= WHAT YOU NEED TO DO =
Reproduce, without alteration, every line of the data; exclude the images.

= RECORDED DATA =
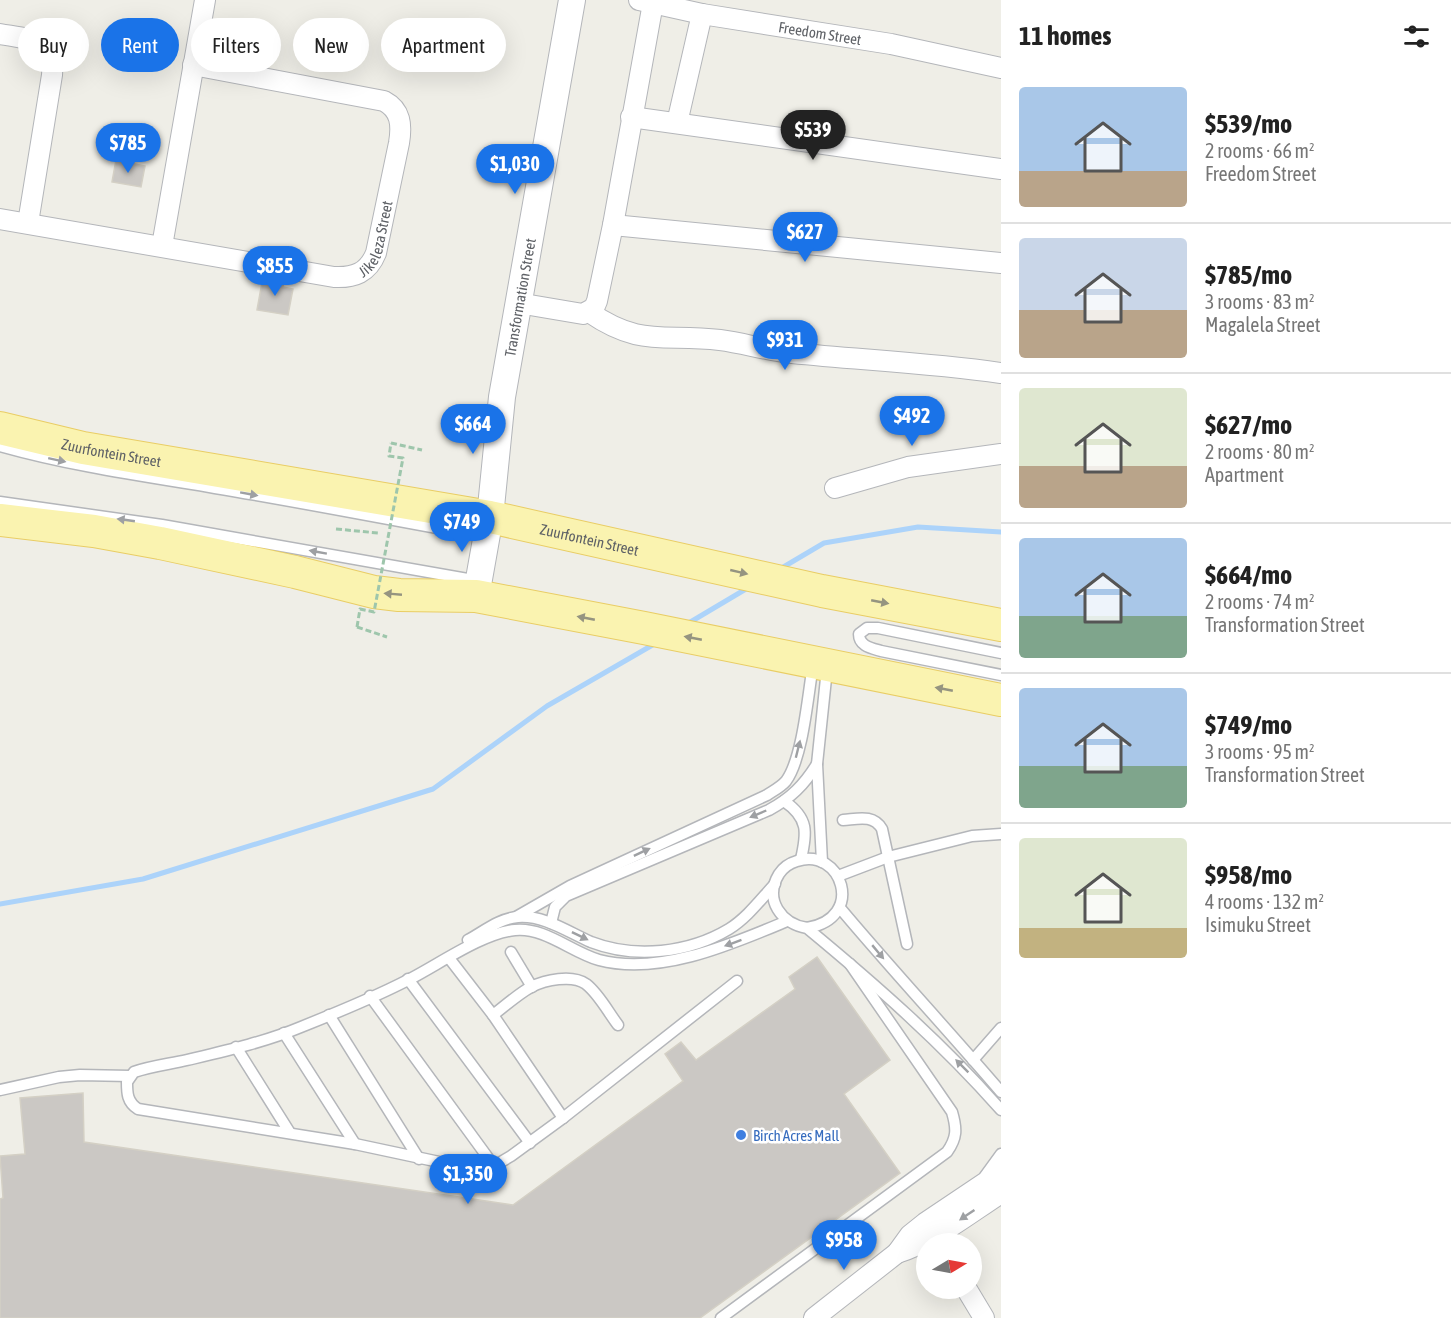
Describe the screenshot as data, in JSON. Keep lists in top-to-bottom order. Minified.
{"streets":{"main road":["Zuurfontein Street"],"street":["Freedom Street","Jikeleza Street","Transformation Street"]},"crossings":[["Transformation Street","Zuurfontein Street"]],"places":["Birch Acres Mall"],"north":"right","page":{"heading":"11 homes","chip":["Buy","Rent","Filters","New","Apartment"],"list":[{"name":"$539/mo","note":"2 rooms · 66 m² · Freedom Street"},{"name":"$785/mo","note":"3 rooms · 83 m² · Magalela Street"},{"name":"$627/mo","note":"2 rooms · 80 m² · Apartment"},{"name":"$664/mo","note":"2 rooms · 74 m² · Transformation Street"},{"name":"$749/mo","note":"3 rooms · 95 m² · Transformation Street"},{"name":"$958/mo","note":"4 rooms · 132 m² · Isimuku Street"}],"price":["$539","$785","$1,030","$627","$855","$931","$492","$664","$749","$1,350","$958"]}}
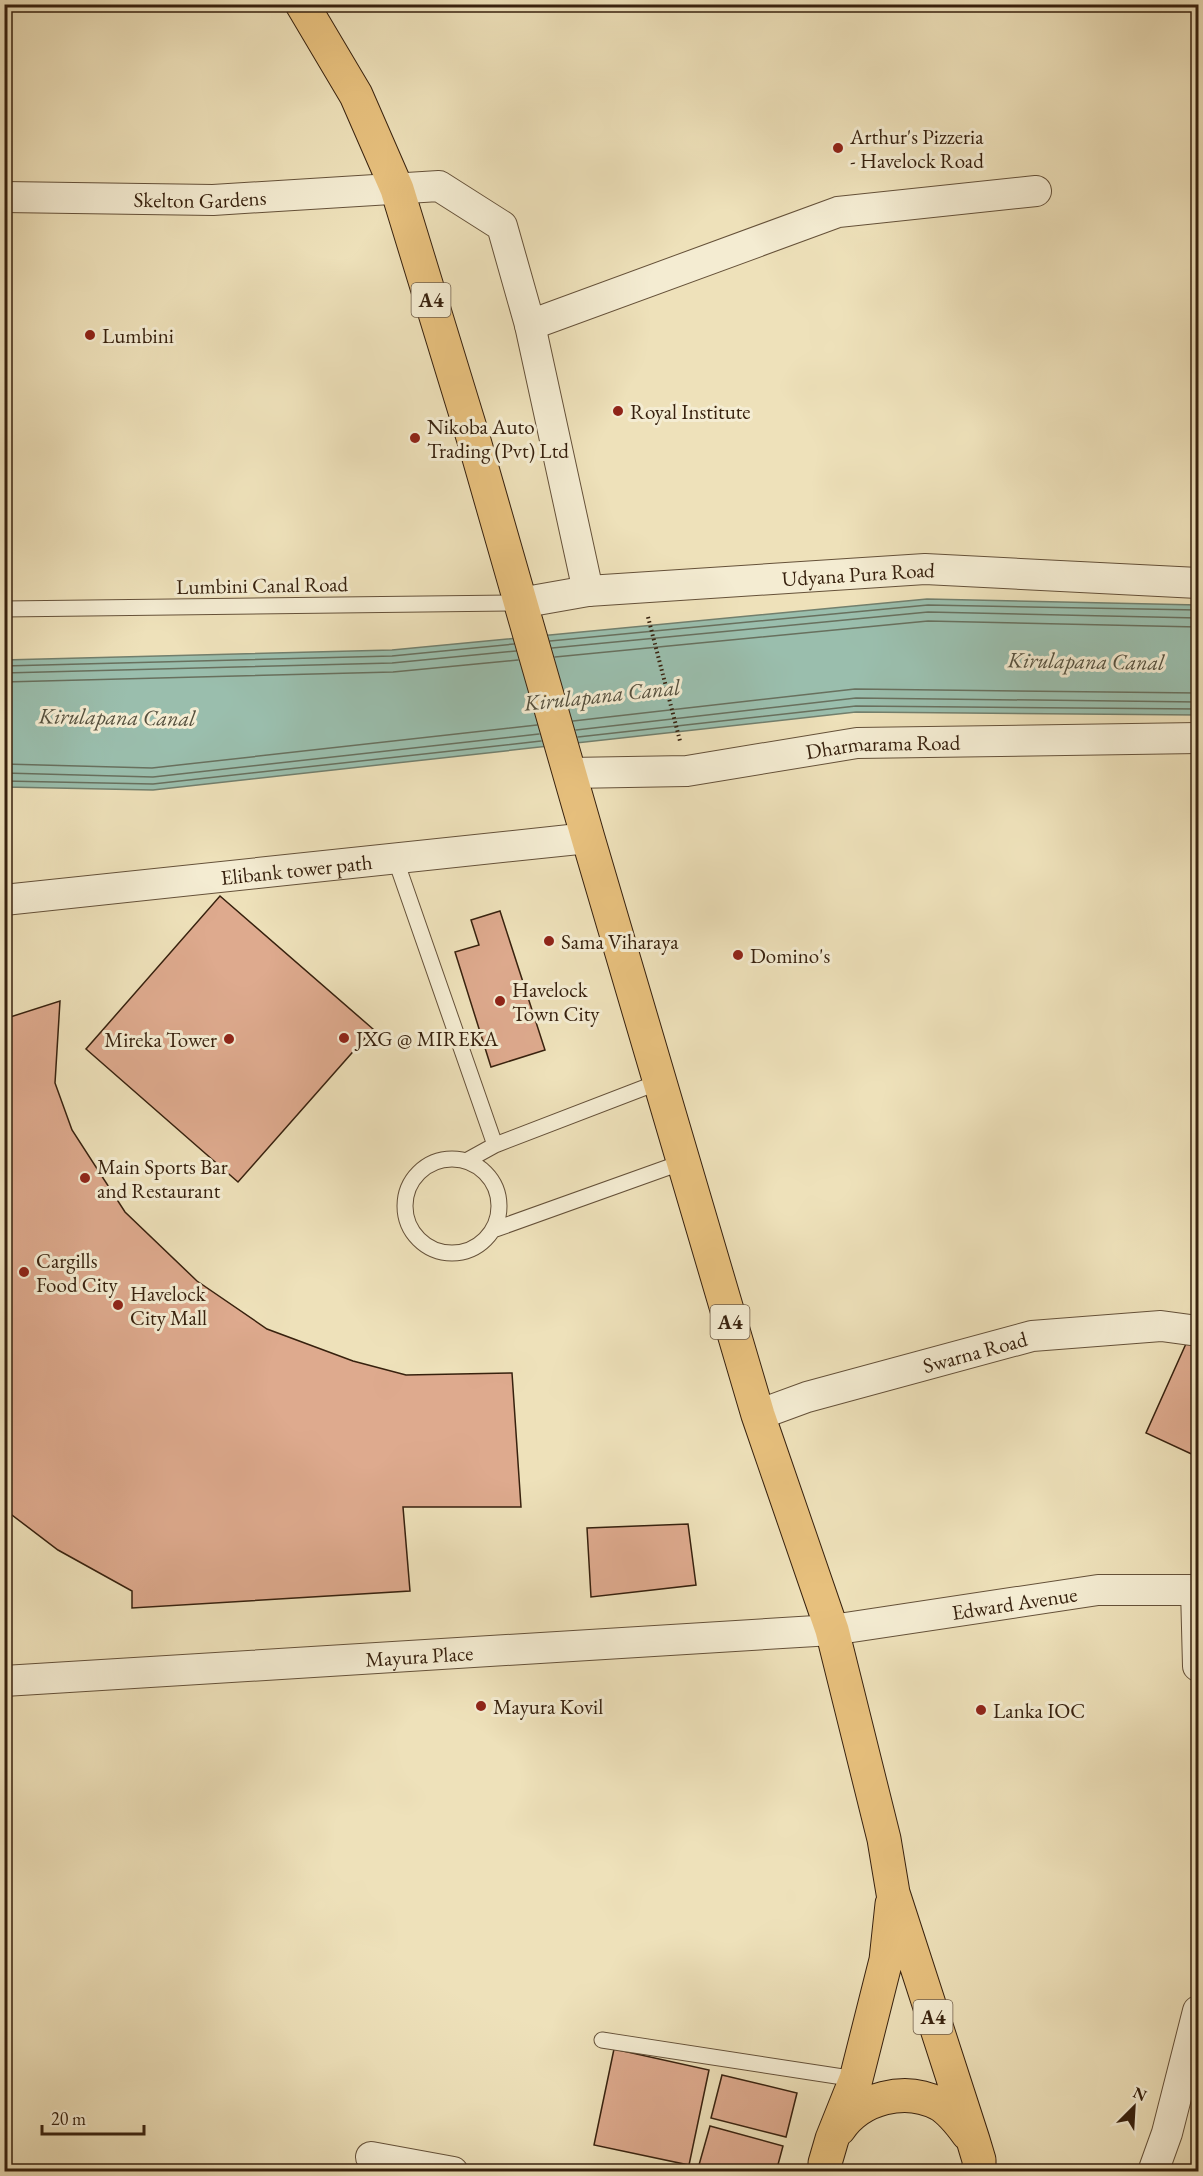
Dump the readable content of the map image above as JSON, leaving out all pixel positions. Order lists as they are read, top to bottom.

= EXERCISE SOLUTION =
Describe the screenshot as data, in JSON. Keep lists in top-to-bottom order. Minified.
{"streets":{"main road":["Zuurfontein Street"],"street":["Freedom Street","Jikeleza Street","Transformation Street"]},"crossings":[["Transformation Street","Zuurfontein Street"]],"places":["Birch Acres Mall"],"north":"right","page":{"heading":"11 homes","chip":["Buy","Rent","Filters","New","Apartment"],"list":[{"name":"$539/mo","note":"2 rooms · 66 m² · Freedom Street"},{"name":"$785/mo","note":"3 rooms · 83 m² · Magalela Street"},{"name":"$627/mo","note":"2 rooms · 80 m² · Apartment"},{"name":"$664/mo","note":"2 rooms · 74 m² · Transformation Street"},{"name":"$749/mo","note":"3 rooms · 95 m² · Transformation Street"},{"name":"$958/mo","note":"4 rooms · 132 m² · Isimuku Street"}],"price":["$539","$785","$1,030","$627","$855","$931","$492","$664","$749","$1,350","$958"]}}
Dump the readable content of the map image above as JSON, leaving out all pixel positions. Order lists as they are read, top to bottom.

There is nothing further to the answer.